─── RECORDS TO PROCESS

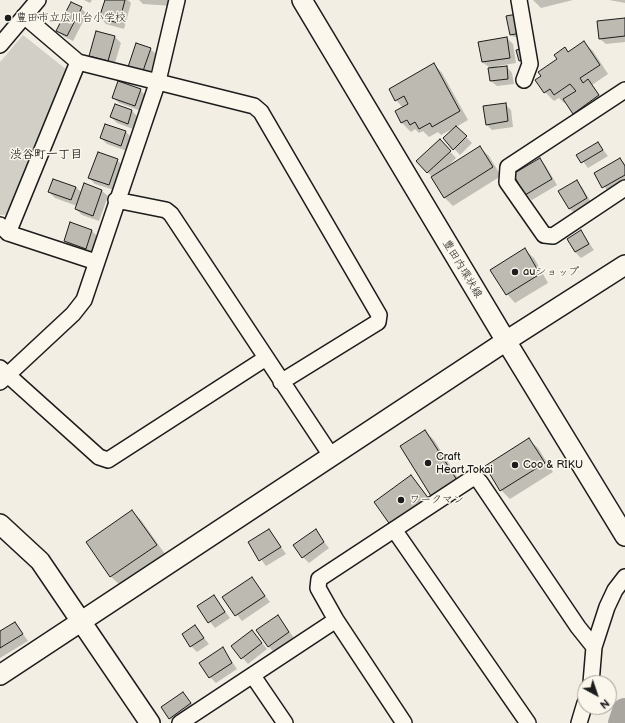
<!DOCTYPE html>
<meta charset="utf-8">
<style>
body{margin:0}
#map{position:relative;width:625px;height:723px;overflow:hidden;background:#f2eee4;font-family:"Balsamiq Sans",sans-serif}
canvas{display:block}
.north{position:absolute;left:577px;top:675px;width:40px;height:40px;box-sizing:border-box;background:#fbf7ec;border:1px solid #a29f99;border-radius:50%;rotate:140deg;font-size:11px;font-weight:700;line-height:16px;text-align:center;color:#1c1c1c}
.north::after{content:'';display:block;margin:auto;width:14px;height:18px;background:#1c1c1c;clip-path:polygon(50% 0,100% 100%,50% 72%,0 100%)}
</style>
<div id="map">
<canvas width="625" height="723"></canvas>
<div class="north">N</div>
</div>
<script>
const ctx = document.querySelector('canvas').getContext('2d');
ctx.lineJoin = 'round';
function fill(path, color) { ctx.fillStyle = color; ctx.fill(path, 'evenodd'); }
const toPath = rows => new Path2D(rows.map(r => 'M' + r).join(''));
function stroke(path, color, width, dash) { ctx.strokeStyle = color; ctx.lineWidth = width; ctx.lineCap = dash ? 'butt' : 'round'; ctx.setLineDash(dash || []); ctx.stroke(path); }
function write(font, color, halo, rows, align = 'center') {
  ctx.font = font + ' "Balsamiq Sans","Klee One",sans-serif'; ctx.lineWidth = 3; ctx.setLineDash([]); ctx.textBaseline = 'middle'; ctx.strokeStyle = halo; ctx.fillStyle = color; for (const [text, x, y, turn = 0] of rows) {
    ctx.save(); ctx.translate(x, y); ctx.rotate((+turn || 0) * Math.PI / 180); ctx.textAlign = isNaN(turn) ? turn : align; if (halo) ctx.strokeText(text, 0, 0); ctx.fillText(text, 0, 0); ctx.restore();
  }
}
fill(toPath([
 [23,35,67,70,11,214,0,215,0,62]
]), '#d2cfc6');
fill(toPath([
 [84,0,92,0,90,3],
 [106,0,128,0,131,3,124,29,106,24,101,18],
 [139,0,173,0,173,6,143,4],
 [533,0,573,0,541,8],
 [609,0,625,0,625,3],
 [81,8,87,14,73,41,63,36,57,30],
 [508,17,523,36,514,37,511,35],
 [625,19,625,42,606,44,600,39],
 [97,32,115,37,121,43,114,66,96,61,90,56],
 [507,38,513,44,516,63,497,66,497,68,507,67,512,73,514,84,497,86,491,81,489,67,482,62],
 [584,43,593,51,608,74,592,85,607,105,582,122,566,102,564,103,559,98,554,101,545,92,558,59,565,49,569,53],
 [137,44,150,49,156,54,149,77,135,72,130,67],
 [135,68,148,72,148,74,135,70],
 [434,64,442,73,468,120,456,127,472,143,460,155,444,138,454,128,441,135,438,132,429,137,423,131,419,133,415,129,411,132,402,123,396,112,403,108,396,100,390,90],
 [140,90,146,96,141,111,119,103,113,97],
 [505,104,511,110,513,127,492,130,486,124],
 [115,105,132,111,138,117,133,129,117,123,111,117],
 [106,125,126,132,132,138,127,151,107,144,101,138],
 [598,143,608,156,588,168,578,155],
 [446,147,456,158,446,168,480,148,489,156,501,176,453,206,444,197,432,177,418,161],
 [540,159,545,165,557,185,532,200,526,194,514,174],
 [620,159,625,164,625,184,609,193,595,173],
 [117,160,123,166,114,190,95,184,89,178],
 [576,182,582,187,592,204,576,214,570,209,560,192],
 [85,185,102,191,108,196,99,221,82,215,76,209,77,206,55,198,49,192,76,187,82,193],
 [71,224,92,231,98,237,92,254,71,247,65,241],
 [581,232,594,250,581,258,575,252],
 [525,250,534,258,548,283,515,303,507,294],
 [425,431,434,440,465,489,441,504,432,495,401,446],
 [529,440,538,448,553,472,510,499,501,490],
 [411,476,437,508,401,534],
 [132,511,141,520,165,554,120,585,111,577,87,542],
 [269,530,286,554,266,566,249,543],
 [315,531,329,548,309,563,303,557],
 [252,578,270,602,242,621,223,597],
 [214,596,230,618,215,628,198,607],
 [278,616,294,638,274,652,268,646],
 [15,623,28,641,0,658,0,632],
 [195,627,209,644,197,652,191,646],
 [258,638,267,649,248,664,233,647],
 [223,649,237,669,216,683,210,677],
 [183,693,196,709,175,723,169,718]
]), '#0003');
stroke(toPath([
 [621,723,625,711]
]), '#a9a6a0', 26);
const building = toPath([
 [105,0,125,0,119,23,99,18,105,0],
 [71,2,82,7,67,36,56,31,71,2],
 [517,14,521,33,510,35,506,16,517,14],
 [625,18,625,36,599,39,597,21,625,18],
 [96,31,115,36,108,61,89,56,96,31],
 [507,37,510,58,482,62,478,42,507,37],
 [584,41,600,65,580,78,583,83,588,79,599,95,573,114,563,99,576,91,570,84,554,95,550,89,544,93,535,80,541,76,538,72,557,59,554,55,565,47,568,52,584,41],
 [136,43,151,48,143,71,128,67,136,43],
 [525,48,527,59,519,61,516,50,525,48],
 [434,63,460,111,432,127,430,123,419,129,415,122,410,125,407,120,401,123,395,111,408,104,404,96,395,101,389,89,434,63],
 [507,66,508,79,490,81,488,68,507,66],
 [118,81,141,89,135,106,112,98,118,81],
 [506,103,508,121,486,125,483,106,506,103],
 [115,104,132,110,128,124,110,117,115,104],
 [105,124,126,131,121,146,100,138,105,124],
 [456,126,467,136,453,150,443,138,456,126],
 [440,139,451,151,427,173,416,161,440,139],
 [598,142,603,150,581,163,576,155,598,142],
 [480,146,493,167,444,198,431,177,480,146],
 [98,152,118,159,109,185,88,178,98,152],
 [540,158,552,179,525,195,513,174,540,158],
 [620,158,625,166,625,175,602,188,594,173,620,158],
 [53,179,76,187,71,200,48,192,53,179],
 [577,180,587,198,569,209,558,191,577,180],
 [84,183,102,190,93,216,75,209,84,183],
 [70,222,92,230,86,249,64,241,70,222],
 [581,230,589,244,575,252,567,239,581,230],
 [525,248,540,274,506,295,490,270,525,248],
 [425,430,457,480,431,496,400,446,425,430],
 [529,438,545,463,500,491,485,466,529,438],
 [411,475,429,499,391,526,374,502,411,475],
 [132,510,157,545,110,577,86,542,132,510],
 [269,529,281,547,259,561,248,542,269,529],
 [316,529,324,542,302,558,293,545,316,529],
 [252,577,265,596,235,616,222,597,252,577],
 [214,595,225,612,208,623,197,606,214,595],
 [278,615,289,632,268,647,256,630,278,615],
 [15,622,23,634,0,648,0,631,15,622],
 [195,625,204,638,190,647,182,634,195,625],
 [252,630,262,643,241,659,231,646,252,630],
 [223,647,232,663,209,678,199,663,223,647],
 [183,692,191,703,169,719,161,707,183,692]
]);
fill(building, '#bdbab1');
stroke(building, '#1c1c1c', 1);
const minor = toPath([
 [519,0,530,64,524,80],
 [24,16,78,62,254,106,261,112,379,315,378,322,281,382],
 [0,45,38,0],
 [625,90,508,167,507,182,544,235,553,236,625,188],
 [116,200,166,210,171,214,332,457],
 [0,225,8,233,96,262],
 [8,233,78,62],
 [0,368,99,457,108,460,266,358],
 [0,382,73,314,84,300,158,81,177,0],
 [395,531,528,723],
 [253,676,285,723],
 [591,683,594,647,607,607,615,590,625,577],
 [180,723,336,620],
 [404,723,336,620,318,588,319,579,471,479,477,479,480,482,578,627,594,647],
 [579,723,585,703]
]);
const tertiary = toPath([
 [302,0,506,341,625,536],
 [0,524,40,561,150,723],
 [0,675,506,341,625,265]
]);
stroke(minor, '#1c1c1c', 18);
stroke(tertiary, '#1c1c1c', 22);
stroke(minor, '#fbf7ec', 15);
stroke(tertiary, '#fbf7ec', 19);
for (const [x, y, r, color] of [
 [8,18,4,"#1c1c1c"],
 [515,272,4,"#1c1c1c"],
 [428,463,4,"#1c1c1c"],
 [515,465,4,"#1c1c1c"],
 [401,500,4,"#1c1c1c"]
]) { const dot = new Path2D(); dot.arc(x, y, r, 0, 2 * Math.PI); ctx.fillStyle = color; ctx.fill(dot); stroke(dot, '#fbf7ec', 1.5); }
write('11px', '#1c1c1c', '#fbf7ec', [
 ["豊田市立広川台小学校",16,18],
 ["auショップ",523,272],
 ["Craft",436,457],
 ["Heart Tokai",436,470],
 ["Coo & RIKU",523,465],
 ["ワークマン",409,500]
], 'left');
write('11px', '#1c1c1c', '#fbf7ec', [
 ["豊田内環状線",462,269,59]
]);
write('bold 12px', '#1c1c1c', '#fbf7ec', [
 ["渋谷町一丁目",46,155]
]);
</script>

──────

BRIEF
What is wanted is a copy of every line in the listing that includes the word "center".

WRITTEN SOLUTION
.north{position:absolute;left:577px;top:675px;width:40px;height:40px;box-sizing:border-box;background:#fbf7ec;border:1px solid #a29f99;border-radius:50%;rotate:140deg;font-size:11px;font-weight:700;line-height:16px;text-align:center;color:#1c1c1c}
function write(font, color, halo, rows, align = 'center') {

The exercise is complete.